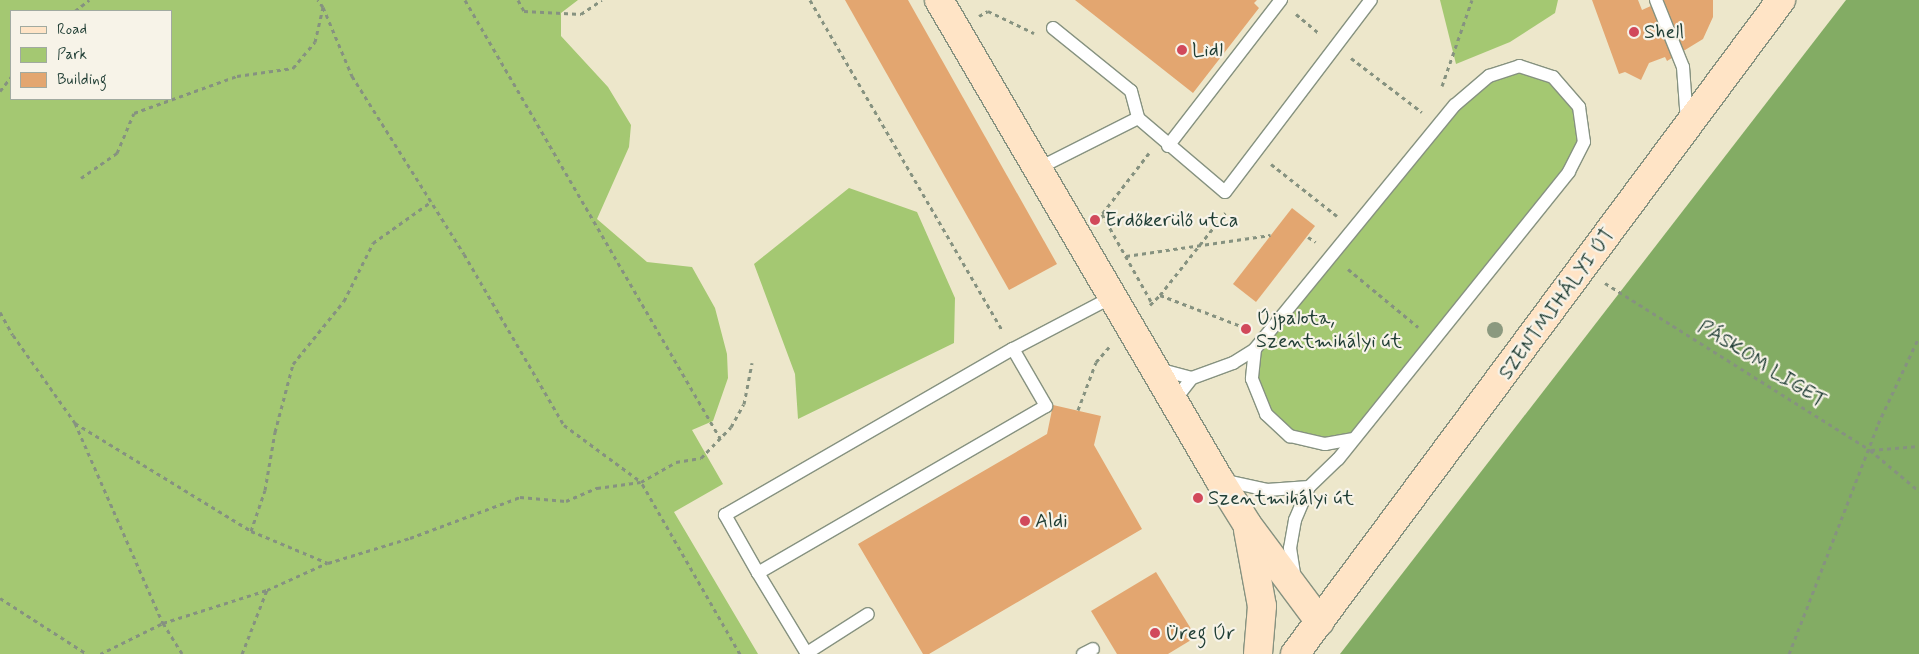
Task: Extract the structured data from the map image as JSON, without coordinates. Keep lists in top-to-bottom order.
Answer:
{
  "streets": {
    "street": ["SZENTMIHÁLYI ÚT"],
    "path": ["PÁSKOM LIGET"]
  },
  "crossings": [
    ["SZENTMIHÁLYI ÚT", "PÁSKOM LIGET"]
  ],
  "places": [
    "Shell",
    "Lidl",
    "Erdőkerülő utca",
    "Újpalota, Szentmihályi út",
    "Szentmihályi út",
    "Aldi",
    "Üreg Úr"
  ],
  "legend": ["Road", "Park", "Building"]
}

Your objective: Your reply should be the full data above, copied exactly, with no pictures in it.

Solution for this problem:
Task: Extract the structured data from the map image as JSON, without coordinates. Keep lists in top-to-bottom order.
Answer:
{
  "streets": {
    "street": ["SZENTMIHÁLYI ÚT"],
    "path": ["PÁSKOM LIGET"]
  },
  "crossings": [
    ["SZENTMIHÁLYI ÚT", "PÁSKOM LIGET"]
  ],
  "places": [
    "Shell",
    "Lidl",
    "Erdőkerülő utca",
    "Újpalota, Szentmihályi út",
    "Szentmihályi út",
    "Aldi",
    "Üreg Úr"
  ],
  "legend": ["Road", "Park", "Building"]
}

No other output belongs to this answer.